Stored data
※

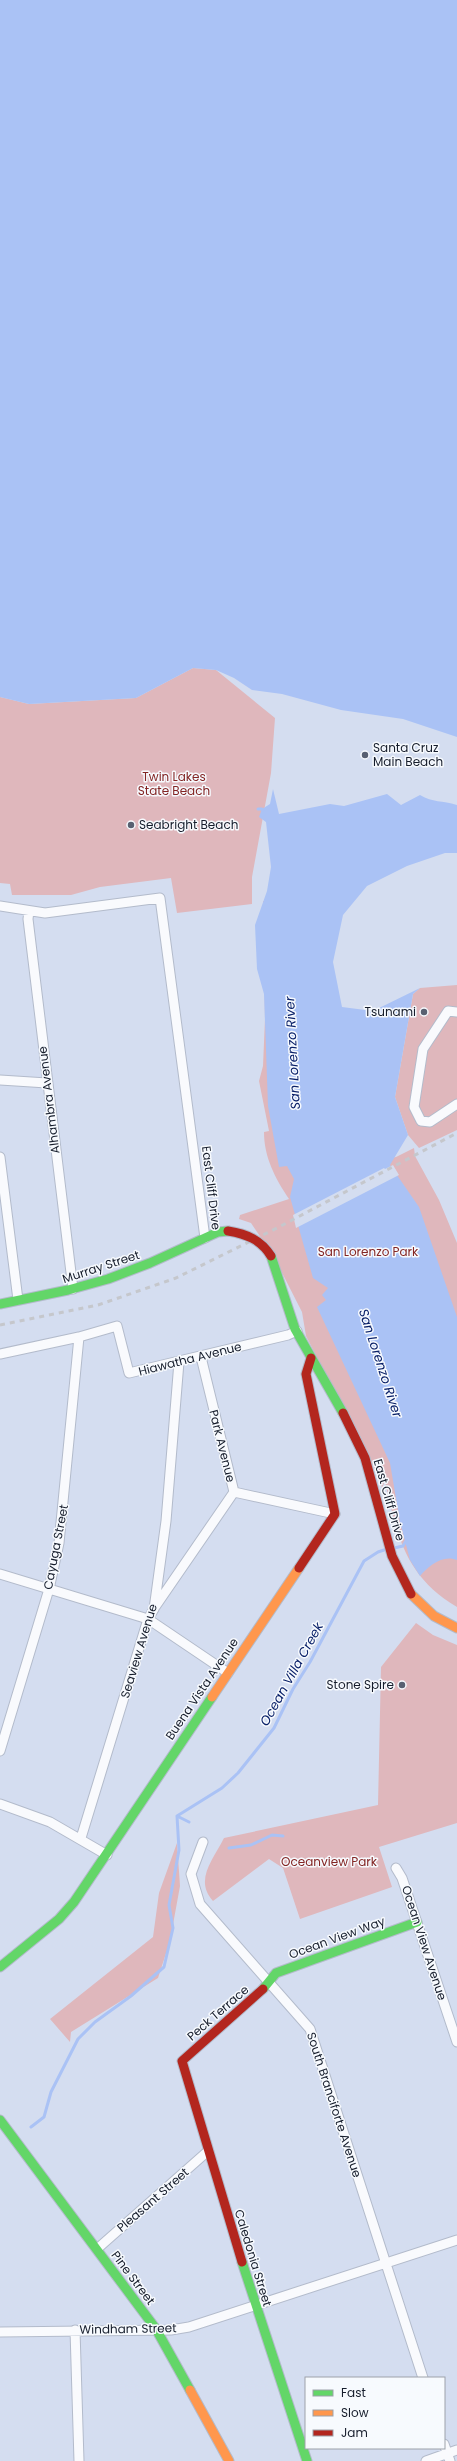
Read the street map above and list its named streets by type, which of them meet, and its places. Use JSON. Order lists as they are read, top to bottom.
{
  "streets": {
    "street": [
      "Alhambra Avenue",
      "East Cliff Drive",
      "Murray Street",
      "Hiawatha Avenue",
      "Park Avenue",
      "Cayuga Street",
      "Seaview Avenue",
      "Buena Vista Avenue",
      "Ocean View Way",
      "Ocean View Avenue",
      "Peck Terrace",
      "South Branciforte Avenue",
      "Pleasant Street",
      "Caledonia Street",
      "Pine Street",
      "Windham Street"
    ]
  },
  "crossings": [
    ["Alhambra Avenue", "East Cliff Drive"],
    ["Alhambra Avenue", "Murray Street"],
    ["East Cliff Drive", "Murray Street"],
    ["East Cliff Drive", "Hiawatha Avenue"],
    ["Hiawatha Avenue", "Park Avenue"],
    ["Hiawatha Avenue", "Cayuga Street"],
    ["Hiawatha Avenue", "Seaview Avenue"],
    ["Park Avenue", "Seaview Avenue"],
    ["Ocean View Way", "Ocean View Avenue"],
    ["Ocean View Way", "Peck Terrace"],
    ["Ocean View Way", "South Branciforte Avenue"],
    ["Peck Terrace", "South Branciforte Avenue"],
    ["Peck Terrace", "Caledonia Street"],
    ["South Branciforte Avenue", "Windham Street"],
    ["Pleasant Street", "Caledonia Street"],
    ["Pleasant Street", "Pine Street"],
    ["Caledonia Street", "Windham Street"],
    ["Pine Street", "Windham Street"]
  ],
  "water": ["San Lorenzo River", "Ocean Villa Creek"],
  "parks": ["Twin Lakes State Beach", "San Lorenzo Park", "Oceanview Park"],
  "places": [
    "Santa Cruz Main Beach",
    "Seabright Beach",
    "Tsunami",
    "Stone Spire"
  ],
  "legend": ["Fast", "Slow", "Jam"]
}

※

**YOUR OBJECTIVE:** Where a record holds a picture, leave the picture out and restate the rest word for word.

**RESPONSE FOR THIS EXERCISE:**
Read the street map above and list its named streets by type, which of them meet, and its places. Use JSON. Order lists as they are read, top to bottom.
{
  "streets": {
    "street": [
      "Alhambra Avenue",
      "East Cliff Drive",
      "Murray Street",
      "Hiawatha Avenue",
      "Park Avenue",
      "Cayuga Street",
      "Seaview Avenue",
      "Buena Vista Avenue",
      "Ocean View Way",
      "Ocean View Avenue",
      "Peck Terrace",
      "South Branciforte Avenue",
      "Pleasant Street",
      "Caledonia Street",
      "Pine Street",
      "Windham Street"
    ]
  },
  "crossings": [
    ["Alhambra Avenue", "East Cliff Drive"],
    ["Alhambra Avenue", "Murray Street"],
    ["East Cliff Drive", "Murray Street"],
    ["East Cliff Drive", "Hiawatha Avenue"],
    ["Hiawatha Avenue", "Park Avenue"],
    ["Hiawatha Avenue", "Cayuga Street"],
    ["Hiawatha Avenue", "Seaview Avenue"],
    ["Park Avenue", "Seaview Avenue"],
    ["Ocean View Way", "Ocean View Avenue"],
    ["Ocean View Way", "Peck Terrace"],
    ["Ocean View Way", "South Branciforte Avenue"],
    ["Peck Terrace", "South Branciforte Avenue"],
    ["Peck Terrace", "Caledonia Street"],
    ["South Branciforte Avenue", "Windham Street"],
    ["Pleasant Street", "Caledonia Street"],
    ["Pleasant Street", "Pine Street"],
    ["Caledonia Street", "Windham Street"],
    ["Pine Street", "Windham Street"]
  ],
  "water": ["San Lorenzo River", "Ocean Villa Creek"],
  "parks": ["Twin Lakes State Beach", "San Lorenzo Park", "Oceanview Park"],
  "places": [
    "Santa Cruz Main Beach",
    "Seabright Beach",
    "Tsunami",
    "Stone Spire"
  ],
  "legend": ["Fast", "Slow", "Jam"]
}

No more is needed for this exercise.